California employees are offered protection against sexual harassment and other types of workplace harassment and discrimination under the Fair Employment and Housing Act in addition to federal law, but this is not the case in every state. In many states, employees are vulnerable to sexual harassment in the workplace because Title VII of the Civil Rights Act does not protect independent contractors or employees at companies that have fewer than 15 workers.
This means that in many states, domestic workers, such as nannies and housekeepers, and farm workers have no protection. Employees of small businesses are similarly unprotected. The original intention of these restrictions was to protect small employers who might lack the resources to defend themselves against claims. However, work and workplaces have changed significantly since, including defining sexual harassment as a form of discrimination. Furthermore, there is a fast-growing so-called “gig economy” of independent contractors.
However, there is a movement to expand protections. On April 24, women farm workers and domestic workers gathered on Capitol Hill for what was called the Unstoppable Day of Action to raise awareness about these issues.

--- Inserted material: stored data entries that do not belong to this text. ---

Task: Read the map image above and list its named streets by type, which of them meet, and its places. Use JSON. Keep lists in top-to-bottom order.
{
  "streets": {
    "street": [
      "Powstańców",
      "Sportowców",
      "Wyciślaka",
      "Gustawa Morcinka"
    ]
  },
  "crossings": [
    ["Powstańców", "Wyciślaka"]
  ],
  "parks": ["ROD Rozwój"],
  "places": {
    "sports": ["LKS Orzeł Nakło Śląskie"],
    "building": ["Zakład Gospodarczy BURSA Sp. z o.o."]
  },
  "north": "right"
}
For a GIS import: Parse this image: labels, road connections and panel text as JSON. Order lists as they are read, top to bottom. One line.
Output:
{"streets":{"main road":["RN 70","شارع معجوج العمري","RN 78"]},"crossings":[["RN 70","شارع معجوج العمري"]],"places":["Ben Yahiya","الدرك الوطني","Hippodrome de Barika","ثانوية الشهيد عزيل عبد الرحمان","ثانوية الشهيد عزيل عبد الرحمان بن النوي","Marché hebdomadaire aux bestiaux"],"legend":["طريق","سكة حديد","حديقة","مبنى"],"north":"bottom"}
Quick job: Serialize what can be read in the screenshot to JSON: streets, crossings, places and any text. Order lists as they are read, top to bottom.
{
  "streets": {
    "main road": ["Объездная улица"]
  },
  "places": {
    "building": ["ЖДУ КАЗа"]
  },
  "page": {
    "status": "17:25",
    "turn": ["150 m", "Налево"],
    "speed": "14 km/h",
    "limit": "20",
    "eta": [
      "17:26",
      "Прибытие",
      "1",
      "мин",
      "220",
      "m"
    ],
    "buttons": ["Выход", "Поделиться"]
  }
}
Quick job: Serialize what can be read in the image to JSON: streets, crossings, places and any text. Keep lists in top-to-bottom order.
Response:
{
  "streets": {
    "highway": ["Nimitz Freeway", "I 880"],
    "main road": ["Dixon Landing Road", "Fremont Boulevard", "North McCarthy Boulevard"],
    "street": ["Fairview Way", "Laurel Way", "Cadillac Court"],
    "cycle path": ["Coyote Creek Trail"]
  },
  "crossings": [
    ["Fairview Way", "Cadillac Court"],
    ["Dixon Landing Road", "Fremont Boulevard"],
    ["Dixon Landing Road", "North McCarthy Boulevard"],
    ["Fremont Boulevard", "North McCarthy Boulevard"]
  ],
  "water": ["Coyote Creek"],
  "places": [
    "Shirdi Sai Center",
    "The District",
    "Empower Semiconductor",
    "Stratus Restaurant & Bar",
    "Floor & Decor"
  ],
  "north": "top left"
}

Many workers may hesitate to report sexual harassment at work because they fear retaliation or they think they will not be believed. California workers who think they are facing sexual harassment in the workplace might want to talk to an attorney about whether the actions constitute sexual harassment, whether they are protected under federal or state law and how to proceed. Many actions may be considered sexual harassment including lewd comments and inappropriate jokes. With an attorney, the person might review the employer’s sexual harassment policies and try to address the issue in the workplace first. However, if the employer does not investigate the allegations or does not other respond appropriately, the employee might want to take legal action.